*** SOURCE DATA ***
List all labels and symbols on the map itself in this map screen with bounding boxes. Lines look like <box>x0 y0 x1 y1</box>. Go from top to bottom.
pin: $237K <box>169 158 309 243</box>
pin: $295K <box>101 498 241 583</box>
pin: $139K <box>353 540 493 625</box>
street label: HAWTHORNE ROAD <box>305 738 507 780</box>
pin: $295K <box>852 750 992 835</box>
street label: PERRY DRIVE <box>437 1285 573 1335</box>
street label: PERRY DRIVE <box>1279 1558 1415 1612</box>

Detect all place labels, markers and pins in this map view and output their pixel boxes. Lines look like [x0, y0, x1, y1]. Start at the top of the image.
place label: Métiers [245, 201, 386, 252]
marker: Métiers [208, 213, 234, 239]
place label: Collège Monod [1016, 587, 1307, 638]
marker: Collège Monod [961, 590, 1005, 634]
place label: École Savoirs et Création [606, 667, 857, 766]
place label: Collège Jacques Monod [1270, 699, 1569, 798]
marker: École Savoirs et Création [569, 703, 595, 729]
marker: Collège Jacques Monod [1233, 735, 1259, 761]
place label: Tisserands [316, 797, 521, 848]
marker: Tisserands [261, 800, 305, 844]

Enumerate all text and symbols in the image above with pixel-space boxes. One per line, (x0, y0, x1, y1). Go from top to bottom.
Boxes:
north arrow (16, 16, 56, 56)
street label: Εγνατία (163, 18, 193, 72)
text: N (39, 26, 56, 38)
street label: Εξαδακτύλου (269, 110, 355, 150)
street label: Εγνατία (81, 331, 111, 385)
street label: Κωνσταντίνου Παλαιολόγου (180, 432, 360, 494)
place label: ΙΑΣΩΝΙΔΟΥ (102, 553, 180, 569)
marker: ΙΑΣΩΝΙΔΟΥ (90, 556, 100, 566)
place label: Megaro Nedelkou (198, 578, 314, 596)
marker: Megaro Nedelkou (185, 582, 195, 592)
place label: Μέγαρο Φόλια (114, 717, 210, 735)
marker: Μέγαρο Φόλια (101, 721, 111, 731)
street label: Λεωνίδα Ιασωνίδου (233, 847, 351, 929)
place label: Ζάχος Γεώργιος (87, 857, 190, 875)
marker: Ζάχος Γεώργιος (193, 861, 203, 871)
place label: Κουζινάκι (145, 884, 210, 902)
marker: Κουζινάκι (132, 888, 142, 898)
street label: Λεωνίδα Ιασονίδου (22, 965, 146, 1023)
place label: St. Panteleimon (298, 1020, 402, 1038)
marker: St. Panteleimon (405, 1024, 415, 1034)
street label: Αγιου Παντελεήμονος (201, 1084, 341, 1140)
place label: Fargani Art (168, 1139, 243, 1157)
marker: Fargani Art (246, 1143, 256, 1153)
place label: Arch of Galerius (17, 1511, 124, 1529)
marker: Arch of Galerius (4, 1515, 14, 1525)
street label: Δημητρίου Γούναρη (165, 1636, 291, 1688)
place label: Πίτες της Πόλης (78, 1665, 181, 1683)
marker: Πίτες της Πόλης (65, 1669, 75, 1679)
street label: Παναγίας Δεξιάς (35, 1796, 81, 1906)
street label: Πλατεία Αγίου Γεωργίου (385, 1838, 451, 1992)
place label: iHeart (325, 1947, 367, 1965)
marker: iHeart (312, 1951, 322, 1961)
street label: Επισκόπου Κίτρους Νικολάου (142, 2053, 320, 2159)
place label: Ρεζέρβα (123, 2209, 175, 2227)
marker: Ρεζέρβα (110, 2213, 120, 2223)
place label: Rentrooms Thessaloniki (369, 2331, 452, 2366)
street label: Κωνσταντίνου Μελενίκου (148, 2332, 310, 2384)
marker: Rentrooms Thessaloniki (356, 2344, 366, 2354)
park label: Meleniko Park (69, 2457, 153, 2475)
***
• [WORK REQUEST]:
Please transcribe all of the records, keeping every line exactly as it is.

• [ANSWER BOX]:
List all labels and symbols on the map itself in this map screen with bounding boxes. Lines look like <box>x0 y0 x1 y1</box>. Go from top to bottom.
pin: $237K <box>169 158 309 243</box>
pin: $295K <box>101 498 241 583</box>
pin: $139K <box>353 540 493 625</box>
street label: HAWTHORNE ROAD <box>305 738 507 780</box>
pin: $295K <box>852 750 992 835</box>
street label: PERRY DRIVE <box>437 1285 573 1335</box>
street label: PERRY DRIVE <box>1279 1558 1415 1612</box>

Detect all place labels, markers and pins in this map view and output their pixel boxes. Lines look like [x0, y0, x1, y1]. Start at the top of the image.
place label: Métiers [245, 201, 386, 252]
marker: Métiers [208, 213, 234, 239]
place label: Collège Monod [1016, 587, 1307, 638]
marker: Collège Monod [961, 590, 1005, 634]
place label: École Savoirs et Création [606, 667, 857, 766]
place label: Collège Jacques Monod [1270, 699, 1569, 798]
marker: École Savoirs et Création [569, 703, 595, 729]
marker: Collège Jacques Monod [1233, 735, 1259, 761]
place label: Tisserands [316, 797, 521, 848]
marker: Tisserands [261, 800, 305, 844]

Enumerate all text and symbols in the image above with pixel-space boxes. One per line, (x0, y0, x1, y1). Go from top to bottom.
Boxes:
north arrow (16, 16, 56, 56)
street label: Εγνατία (163, 18, 193, 72)
text: N (39, 26, 56, 38)
street label: Εξαδακτύλου (269, 110, 355, 150)
street label: Εγνατία (81, 331, 111, 385)
street label: Κωνσταντίνου Παλαιολόγου (180, 432, 360, 494)
place label: ΙΑΣΩΝΙΔΟΥ (102, 553, 180, 569)
marker: ΙΑΣΩΝΙΔΟΥ (90, 556, 100, 566)
place label: Megaro Nedelkou (198, 578, 314, 596)
marker: Megaro Nedelkou (185, 582, 195, 592)
place label: Μέγαρο Φόλια (114, 717, 210, 735)
marker: Μέγαρο Φόλια (101, 721, 111, 731)
street label: Λεωνίδα Ιασωνίδου (233, 847, 351, 929)
place label: Ζάχος Γεώργιος (87, 857, 190, 875)
marker: Ζάχος Γεώργιος (193, 861, 203, 871)
place label: Κουζινάκι (145, 884, 210, 902)
marker: Κουζινάκι (132, 888, 142, 898)
street label: Λεωνίδα Ιασονίδου (22, 965, 146, 1023)
place label: St. Panteleimon (298, 1020, 402, 1038)
marker: St. Panteleimon (405, 1024, 415, 1034)
street label: Αγιου Παντελεήμονος (201, 1084, 341, 1140)
place label: Fargani Art (168, 1139, 243, 1157)
marker: Fargani Art (246, 1143, 256, 1153)
place label: Arch of Galerius (17, 1511, 124, 1529)
marker: Arch of Galerius (4, 1515, 14, 1525)
street label: Δημητρίου Γούναρη (165, 1636, 291, 1688)
place label: Πίτες της Πόλης (78, 1665, 181, 1683)
marker: Πίτες της Πόλης (65, 1669, 75, 1679)
street label: Παναγίας Δεξιάς (35, 1796, 81, 1906)
street label: Πλατεία Αγίου Γεωργίου (385, 1838, 451, 1992)
place label: iHeart (325, 1947, 367, 1965)
marker: iHeart (312, 1951, 322, 1961)
street label: Επισκόπου Κίτρους Νικολάου (142, 2053, 320, 2159)
place label: Ρεζέρβα (123, 2209, 175, 2227)
marker: Ρεζέρβα (110, 2213, 120, 2223)
place label: Rentrooms Thessaloniki (369, 2331, 452, 2366)
street label: Κωνσταντίνου Μελενίκου (148, 2332, 310, 2384)
marker: Rentrooms Thessaloniki (356, 2344, 366, 2354)
park label: Meleniko Park (69, 2457, 153, 2475)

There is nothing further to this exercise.